好対照な事例としてケヴィン・リンチの『都市のイメージ』があげられる。同じく歩行を通して都市のイメージを分析するものだが、基準は「わかりやすさ」である。リンチによれば、都市のイメージはパス、エッジ、ノード、ディストリクト、ランドマークによって構成されており、これらがわかりやすく認識できた都市が優れた都市だという★13。交通や緑地をはじめ、特にランドマークのような視覚的なものが優位な要素となり、さらにそれらを改善するという使命を帯びた構築的な方法論と捉えられる。同じ都市の感覚を扱いながらも興味深い対称性だ。リンチに比べシチュアシオニストの心理学的地理がどのようなものかは多くの説明がなされていないものの、都市を歩くことが、目的なき彷徨、雰囲気や情動、遊戯的なものによって都市を読み直し、合目的的、機能的な都市に対するオルタナティブを提示していたのだ。それはドゥボールが批判し続けたスペクタクルの視覚性が覆い尽くした、都市の表層を剥ぎ取るための方法になっている。

都市に座ること

こうしたフィールドワークの系譜の周縁にある現象や活動にはどのようなものがあるだろうか。1990年代に携帯電話が普及し始めると、公共空間での通話が世間の問題としてメディアで取り上げられた。パブリックスペースにプライベートの会話が露出することで、他人を不快にさせるというわけだ。時を同じくして取り上げられた言葉が「ジベタリアン」である。地べたに座る行為を菜食主義者のベジタリアンにかけて公共空間に座る若者を総称したものだ。こちらもさまざまな道徳的な批判を受け、足腰の弱った習慣などと結び付けられた。この両者の現象は見方を変えれば、携帯電話によって空間の感覚が大きな変化を遂げる兆候に感じられた。携帯電話というテクノロジーが産み出した環境によって、公共空間を捉える人々の感覚が変容していたのだ。宮台真司は地べたに座る若者の観察から興味深い言葉を記している。

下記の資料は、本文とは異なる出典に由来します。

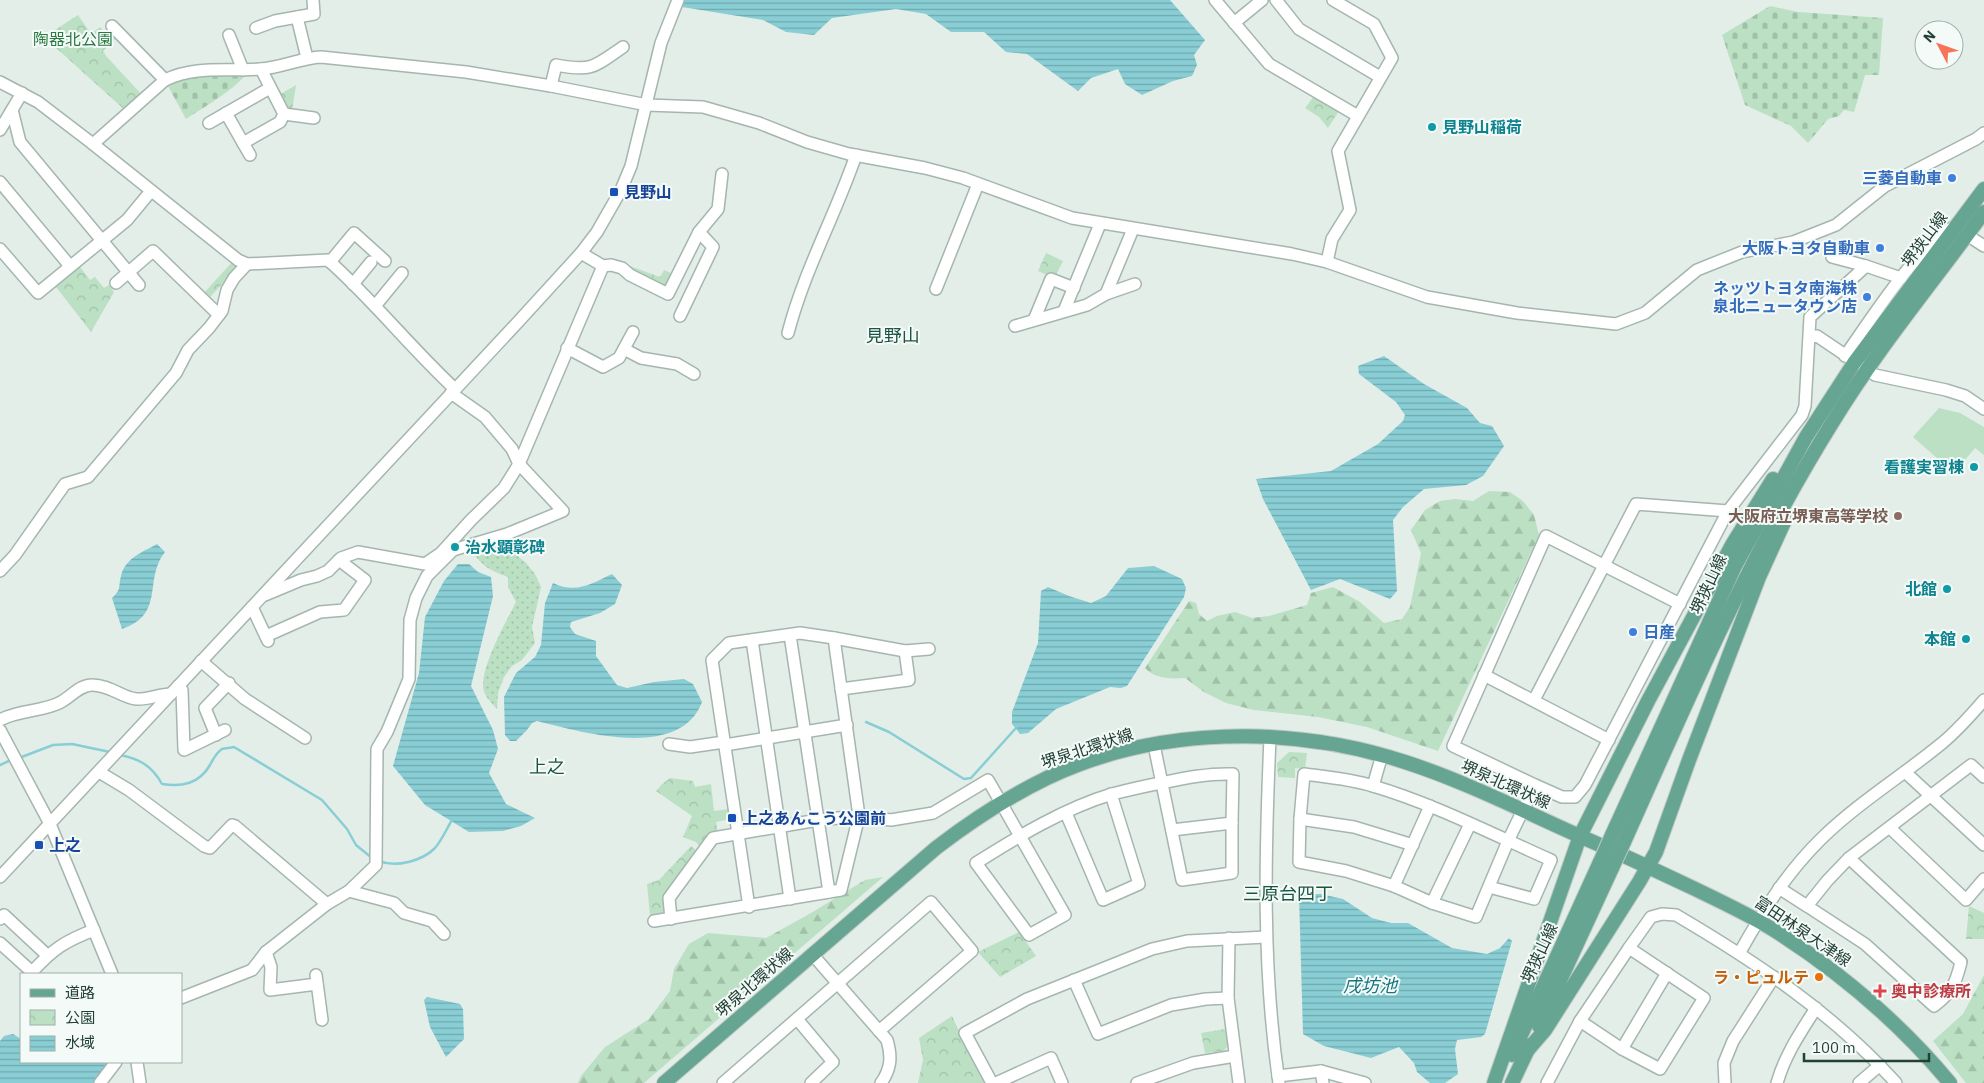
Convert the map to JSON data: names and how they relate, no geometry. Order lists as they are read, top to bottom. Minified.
{"streets":{"main road":["堺狭山線","堺泉北環状線","富田林泉大津線"]},"crossings":[["堺泉北環状線","富田林泉大津線"]],"districts":["見野山","上之","三原台四丁"],"water":["戌坊池"],"parks":["陶器北公園"],"places":{"other":["見野山稲荷","三菱自動車","大阪トヨタ自動車","ネッツトヨタ南海株 泉北ニュータウン店","看護実習棟","大阪府立堺東高等学校","治水顕彰碑","北館","日産","本館","ラ・ピュルテ"],"transit":["見野山","上之あんこう公園前","上之"],"health":["奥中診療所"]},"legend":["道路","公園","水域"],"scale_bar":"100 m","north":"top left"}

ホームレスもストリートキッズも、人々が行き交う路上で「ペタン座り」する。これを自分でもやってみると不思議なことが起きる。それまで、そこは「通行する場所」で、行き交う人は「通行人」だったのに、視線がグッと下がると、彼らがスゥーッと遠ざかって「ただの風景」になり、路上も当たり前の機能的な場所ではなくなって、突如「空白の場所」に様変わりする。★14


合目的的な場所から目的が薄れ、自分自身もその目的をなす「誰か」というレッテルが剥ぎ取られる。路上に「座る」という単純な行為は、都市の日常を批判的に見る視点を与え、都市をフィールドワークする技法のひとつと言えるだろう。

都市に潜ること




いまだにこの世界で未開の地を切り拓く人々がいるとしたら、それは都市探検家にほかならない。彼らの探検の対象は、都市を見下ろす巨大な高層ビルの建設現場にある頂上のクレーンの先、あるいは打ち捨てられた病院や軍事施設の廃墟だ。前者は都市のスペクタクルを生み出す高層ビルに対して、管理をすり抜け征服する自己顕示欲を満たす人々だろうか? 後者は廃墟マニアよろしく、朽ち果てる廃墟のなかに過去の人間の営みを見出す、ロマンチストな考古学者だろうか? このような都市探検家を追いかけまとめられたB・L・ギャレットによる『「立ち入り禁止」をゆく』を読み進めると、派手な探検家のイメージよりも、都市を取り戻すための情動にかられるフィールドワーカーとしての実像が浮き彫りになっていく。廃墟に潜入しそこに泊まった体験の記述からは、いきいきとした都市の姿が伝わってくる。


歪んだ窓枠から割れたガラスを風がはがす音を聞いているうちに、静けさが破られた。なにか金属の固まりが、僕らには届かなかった屋根の部分に繰り返しぶつかる音がするのだ。細切れの沈黙のなかで、ダンがいままでの場所を織り成す構造物に、これほど包み込まれたように感じたことはなかったと言い(中略)廃墟で一時的に暮らすこと(中略)は僕らを場所の物質性そのもののなかに組み込むようだった。★15


都市探検家は都市に深く潜り込み、肉薄することで、人々の社会を通り抜け、第2の自然とも呼べる都市の物質性に迫っているようだ。おそらくそんな抜け穴は、高層ビルのようなランドマークや廃墟ではなくても、近所のビルの隙間や雑居ビルの非常階段にぽっかり穴をあけて、私たちのフィールドワークを待ち受けているかもしれない。

これからのフィールドワーク

都市のフィールドワークやワークショップの根源的なものを探求していくと、必ずと言ってよいほど1960年代周辺の事例に突き当たる。前述のハルプリンやシチュアシオニストがそうだ。都市が合理主義や資本主義によって大きく人々を「疎外」し、さまざまな矛盾が激しく吹き出していた時代背景と深い関係がある。それに対して現在、フィールドワークやワークショップが注目を集めるのは、依然として「疎外」が都市で進み続け、矛盾が緩やかに私たちを締めつけているからだろうか? 一方で60年代の試みは、極端に革命を突き進め失速し、ワークショップは自己啓発か机上の合意形成のための口実に成り下がったものも少なくない。私たちには革命でも陳腐化でもない、緩やかに日常を変えていくハックのような実践が必要ではないだろうか。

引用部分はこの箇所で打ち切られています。